Sober Parenting

Rob is out of town this week. He left early yesterday morning and won’t be back until Thursday afternoon. I wasn’t too upset that he had to go. This past weekend he was rather snappish and sort of checked out. Not all day every day but definitely for periods of time. He’d slept poorly Thursday through Sunday, which coincidentally (lol) tracked with his drinking.

Thursday night he had a couple of cocktails while hanging out on the sofa. And yep, he was on his phone the entire time. Friday night, he poured a drink at home and then had another at dinner, for what purpose I don’t know; we were to play tennis with the kids at a school fundraiser afterwards. Saturday, he was drinking by 4:00 and didn’t stop until right before bed. Again, he was on his phone while the kids and I watched a movie. Sunday, my daughter had a tennis tournament in the morning, we went to the pool for a little while in the afternoon, then we hung out at home in the evening. Rob started drinking around 4:00 when he began cooking dinner. I thought he might skip this day b/c of having to wake up early the next to travel, but nope. He drank past the dinner hour and only stopped about an hour before retiring for bed. And yep, once again, he was glued to his phone.

Funny how Rob and I just literally had the “electronics” talk this weekend, commenting on how much time the kids were on their phones, iPads, or Xbox, and I still have to deal with a husband who is so zoned in on his phone or laptop every night of the week that I can’t even watch a TV show with him. He’s supposed to be a role model for our kids.

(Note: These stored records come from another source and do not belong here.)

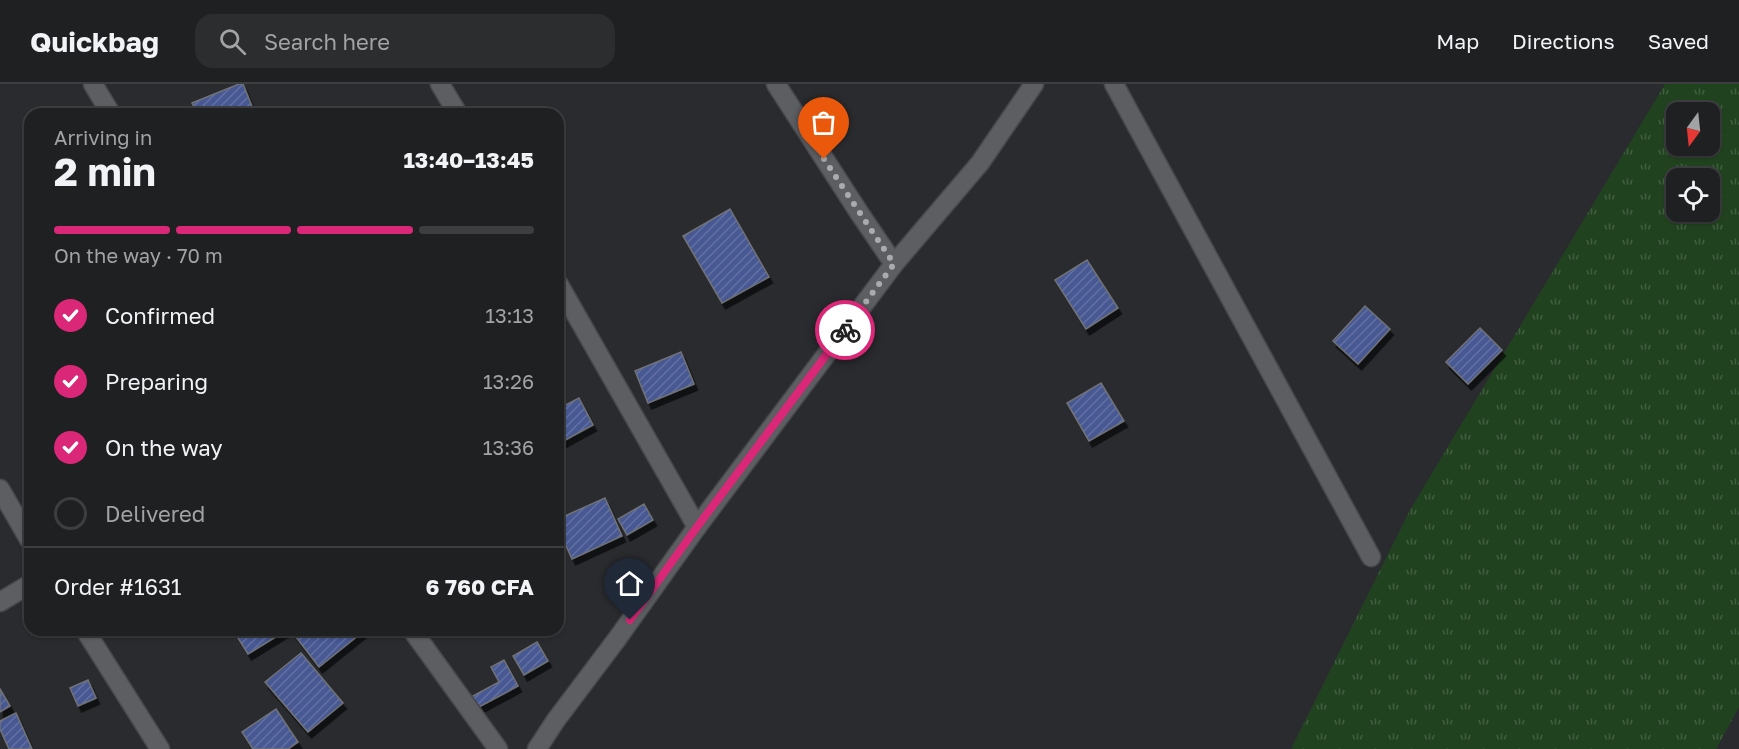 <!DOCTYPE html>
<html lang="en">
<head>
<meta charset="utf-8">
<style>
	:root { --surface:#1f2022; --page:#2c2d2f; --text:#f1f3f6; --muted:#a1a3a5; --line:#3c3e40; --accent:#db2777 }
	body { margin:0; font-family:"Golos Text",sans-serif; background:var(--page); color:var(--text); height:100vh; display:flex; flex-direction:column; font-size:22px; white-space:nowrap }
	* { box-sizing:border-box; margin:0 }
	p { font-size:20px; color:var(--muted) }
	.icon { flex:none; width:33px; height:33px; fill:none; stroke:currentColor; stroke-width:2; stroke-linecap:round; stroke-linejoin:round }
	.map { position:relative; flex:1; overflow:hidden }
	.panel { position:absolute; left:24px; top:24px; width:540px; height:528px; display:flex; flex-direction:column; background:var(--surface); border-radius:18px; box-shadow:0 2px 4px #0004,0 0 0 2px var(--line) }
	.panel>* { flex:none }
	.needle { width:39px; rotate:195deg }
	.buttons { position:absolute; left:1666px; top:18px; display:grid; gap:12px }
	.buttons a { display:grid; place-items:center; width:54px; height:54px; border-radius:12px; background:var(--surface); box-shadow:0 2px 4px #0004,0 0 0 2px var(--line); font-size:30px }
	.pin { position:absolute; display:grid; place-items:center; width:51px; height:51px; color:#fff; margin:-62px -26px; border-radius:50% 50% 50% 0; rotate:-45deg; box-shadow:0 0 6px #0007 }
	.pin .icon { rotate:45deg }
	.courier { position:absolute; display:grid; place-items:center; width:60px; height:60px; margin:-30px; border:4px solid #db2777; border-radius:50%; background:#fff; color:#222; box-shadow:0 2px 8px #0007 }
	.headline em { font-style:normal; font-weight:700 }
	.headline div { display:flex; flex-direction:column-reverse }
	.headline { display:flex; align-items:center; justify-content:space-between; height:102px; padding:0 30px }
	h1 { font-size:39px; font-weight:700; line-height:45px }
	.bar { display:grid; grid-template-columns:repeat(4,1fr); gap:9px 6px; align-content:center; height:72px; padding:0 30px }
	.bar i { height:8px; border-radius:4px; background:var(--line) }
	.bar .on { background:var(--accent) }
	.bar p { grid-column:span 4 }
	.line { display:flex; align-items:center; gap:15px; padding:0 30px; border-top:2px solid var(--line) }
	.line div { flex:1 }
	ol { padding:0 30px; list-style:none }
	li { display:flex; align-items:center; gap:18px; height:66px }
	li p { margin-inline-start:auto }
	li .icon { padding:6px; border-radius:50%; background:var(--accent); color:#fff; stroke-width:4 }
	li:last-child { color:var(--muted) }
	li i { width:33px; height:33px; border:3px solid var(--line); border-radius:50% }
	header { display:flex; align-items:center; gap:36px; box-sizing:border-box; height:84px; padding:0 30px; background:var(--surface); border-bottom:2px solid var(--line) }
	header strong { font-size:28px }
	nav { display:flex; gap:33px; margin-inline-start:auto; font-size:21px }
	.search { width:420px; height:54px; background:var(--page); display:flex; align-items:center; gap:15px; box-sizing:border-box; padding:0 21px; border-radius:18px; color:var(--muted); font-size:22px }
	.map>svg:first-child { display:block }
	.grass { fill:url(#grass-tufts); fill-rule:evenodd }
	.building { fill:url(#building-hatch); stroke:#707276; stroke-width:1.5; filter:url(#shadow) }
	.lines { fill:none; stroke-linecap:round; stroke-linejoin:round }
	.street-casing { stroke:#47484b; stroke-width:21 }
	.street { stroke:#5c5e62; stroke-width:18 }
	.done { stroke:#aaabad; stroke-width:6; stroke-dasharray:0 10.8 }
	.route { stroke:#db2777; stroke-width:8 }
</style>
</head>
<body>
<header>
<strong>Quickbag</strong>
<div class="search"><svg class="icon" aria-label="search" viewBox="0 0 24 24"><circle cx="10" cy="10" r="6"/><path d="M15 15l6 6"/></svg>Search here</div>
<nav><a>Map</a><a>Directions</a><a>Saved</a></nav>
</header>
<div class="map">
<svg width="1739" height="665" viewBox="0 0 1739 665">
	<defs>
		<pattern id="grass-tufts" width="24" height="20" patternUnits="userSpaceOnUse" patternTransform="scale(1.5)"><rect width="24" height="20" fill="#21421f"/><path d="M3 7l-1-3M5 7V3M7 7l1-3M15 17l-1-3M17 17v-4M19 17l1-3" fill="none" stroke="#425e40"/></pattern>
		<pattern id="building-hatch" width="6" height="6" patternUnits="userSpaceOnUse" patternTransform="scale(1.5)"><rect width="6" height="6" fill="#475893"/><path d="M-1 1l2-2M0 6l6-6M5 7l2-2" fill="none" stroke="#6270a3"/></pattern>
		<filter id="shadow"><feDropShadow dx="3.5" dy="6" stdDeviation="0" flood-color="#0009"/></filter>
	</defs>
	<rect width="100%" height="100%" fill="#292b2e"/>
	<path class="grass" d="M1665,0H1739V623L1716,665H1291L1410,426ZM1677,28H1710V62H1677ZM1677,94H1710V128H1677Z"/>
	<g class="building">
		<polygon points="239,0 243,0 255,30 197,30 192,19"/>
		<polygon points="730,125 769,193 722,219 683,152"/>
		<polygon points="1087,176 1118,224 1086,245 1055,196"/>
		<polygon points="1365,222 1390,245 1358,280 1333,257"/>
		<polygon points="1480,244 1502,266 1468,300 1446,278"/>
		<polygon points="681,268 694,300 648,319 635,287"/>
		<polygon points="1101,299 1124,337 1089,357 1067,319"/>
		<polygon points="579,314 593,341 558,360 558,325"/>
		<polygon points="605,414 622,452 572,475 558,444 558,435"/>
		<polygon points="644,420 653,436 627,451 618,435"/>
		<polygon points="233,546 287,546 248,570"/>
		<polygon points="296,546 365,546 319,583 293,549"/>
		<polygon points="537,558 548,577 524,591 513,572"/>
		<polygon points="301,569 343,619 308,648 265,598"/>
		<polygon points="504,576 518,602 477,624 471,613 499,598 491,583"/>
		<polygon points="88,596 96,614 78,622 70,604"/>
		<polygon points="0,605 10,622 0,628"/>
		<polygon points="276,625 298,658 288,665 253,665 242,648"/>
		<polygon points="16,629 32,665 9,665 0,645 0,637"/>
	</g>
	<g class="lines">
		<defs>
			<g id="street">
				<polyline points="93,0 111,30"/>
				<polyline points="440,0 458,30"/>
				<polyline points="776,0 860,130 894,180"/>
				<polyline points="1114,0 1371,473"/>
				<polyline points="558,199 697,443"/>
				<polyline points="0,405 30,457"/>
				<polyline points="0,518 30,500"/>
				<polyline points="85,546 160,665"/>
				<polyline points="412,546 498,665"/>
				<polyline points="537,665 556,636 617,555 697,443 894,180 980,79 1034,0"/>
			</g>
		</defs>
		<use href="#street" class="street-casing"/>
		<use href="#street" class="street"/>
	</g>
	<g class="lines">
		<polyline class="done" points="824,75 894,180 845,246"/>
		<polyline class="route" points="630,536 697,443 845,246"/>
	</g>
</svg>
<div class="buttons">
<a><svg class="needle" viewBox="-14 -14 28 28"><path d="M0-13l5 13h-10z" fill="#e53935"/><path d="M0 13l5-13h-10z" fill="#a1a3a5"/></svg></a>
<a><svg class="icon" aria-label="locate" viewBox="0 0 24 24"><circle cx="12" cy="12" r="6"/><path d="M12 2v4M12 18v4M2 12h4M18 12h4"/></svg></a>
</div>
<div class="pin" style="left:824px;top:75px;background:#ea580c"><svg class="icon" aria-label="bag" viewBox="0 0 24 24"><path d="M5 8h14l-1 12H6zM9 8a3 3 0 0 1 6 0"/></svg></div>
<div class="pin" style="left:630px;top:536px;background:#1f2937"><svg class="icon" aria-label="home" viewBox="0 0 24 24"><path d="M3 11l9-7 9 7M6 9v11h12V9"/></svg></div>
<div class="courier" style="left:845px;top:246px"><svg class="icon" aria-label="bike" viewBox="0 0 24 24"><circle cx="6" cy="16" r="4"/><circle cx="18" cy="16" r="4"/><path d="M6 16l4-8h5l3 8M10 8l3 8H6M13 5h3"/></svg></div>
<section class="panel">
<div class="headline"><div><h1>2 min</h1><p>Arriving in</p></div><em>13:40–13:45</em></div>
<div class="bar"><i class="on"></i><i class="on"></i><i class="on"></i><i></i><p>On the way · 70 m</p></div>
<ol>
<li><svg class="icon" aria-label="check" viewBox="0 0 24 24"><path d="M5 12l5 5 9-10"/></svg>Confirmed<p>13:13</p></li>
<li><svg class="icon" aria-label="check" viewBox="0 0 24 24"><path d="M5 12l5 5 9-10"/></svg>Preparing<p>13:26</p></li>
<li><svg class="icon" aria-label="check" viewBox="0 0 24 24"><path d="M5 12l5 5 9-10"/></svg>On the way<p>13:36</p></li>
<li><i></i>Delivered</li>
</ol>
<div class="line" style="height:78px"><div>Order #1631</div><b>6 760 CFA</b></div>
</section>
</div>
</body>
</html>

Ugh. I wish I could say it’s “this time of year.” I wish I could blame my husband’s behavior solely on football (which by the way, hasn’t even officially started yet). But ever since Rob got that Mustang, no check that, ever since he started dreaming of owning that Mustang, he’s been keyed into researching, reading articles, surfing the web, browsing car ads, etc. It’s almost an addiction. He is so attuned to his phone that he is impossible to count on at night. He’ll make dinner, and if he has to run one of the kids to sports, he’ll do this. But as soon these things are done, he immediately checks out of family life.

Our son and daughter are growing up doing their own thing each evening. They’re in the basement or in their rooms, and they’re not even in high school, yet. They’re not angsty teenagers wanting their privacy; they’re kids. Rob and I are missing out on some of their best years, the most impressionable years, the years where they still look up to their parents and see them as role models. The more time I spend sober, the more I see how drinking has impacted this. Rob is someone I love. Someone I DEEPLY love. Sometimes I am filled with such love for him, I don’t know what to do with it. But there’s a small tear, there’s a small hole in my chest that sees issues that I used to try to mask with alcohol. Alcohol helped me to push bad stuff away, to sweep it under a rug. I could pretend–if only for a little while–that problems weren’t problems. I was happy to have the kids shuttle themselves off to their rooms to play electronics or Facetime friends so that I could do my own thing–i.e., drink alcohol. Rob is still in this mindset. He wants to have time to himself every night–to surf the internet with a drink in hand, to run his drafts, to research Mustang news, to “check out.” For not just a half hour but the remainder of the evening once dinner is cleaned up.

I am not perfect. Far from it. It’s only as I’ve put down the bottle that I’ve come to realize how MUCH I’ve neglected with my parenting, with instructing my kids. My son and daughter have grown up with their mom taking care of their every need. I’m still guilty of spreading toothpaste on their toothbrushes in the morning. I haven’t properly taught them much of anything. I haven’t trusted them to their own chores or tasks because I can always “do it faster.” I have saved them from any mistakes they could have made. I’m their net, their catchall. My son is thirteen. Thirteen! My daughter is ten. This past weekend, I made some headway for probably the first time in my parenting life. I SHOWED my daughter how to shave her legs, watched as she did it. I held off doing it for her. I wanted to teach her this so she could shave herself. I also showed her how to make Ramen Noodles, and you know what? She called me today at work and asked if she could make them on her own. True it didn’t go smoothly but she at least felt capable of trying. We’ll work on it so next time she’s successful. With my son, I’ve now had the “alcohol talk” before he starts 8th grade. I did this without Rob b/c I wanted to make sure my son knew the truth about drinking, and I felt most qualified to teach this. I’ve also tried to get my son to open up to me. I’m spending more time with him one-on-one. It’s so… cool!

School starts tomorrow. Tonight, I will help the kids get ready, but I won’t do everything for them. I will tell them to pick out their outfits, bring out their backpacks, get their water bottles and snacks together, and then I’ll head them off to their showers. Rob will miss the first day pictures and walking my daughter up to her elementary school, but I will be there. I will try to be “present” for every milestone this year and beyond. I will focus on my children, focus on my parenting and how I can improve it, because we only have so much time left with my son and daughter in the house. I will not let alcohol steal these precious memories from me.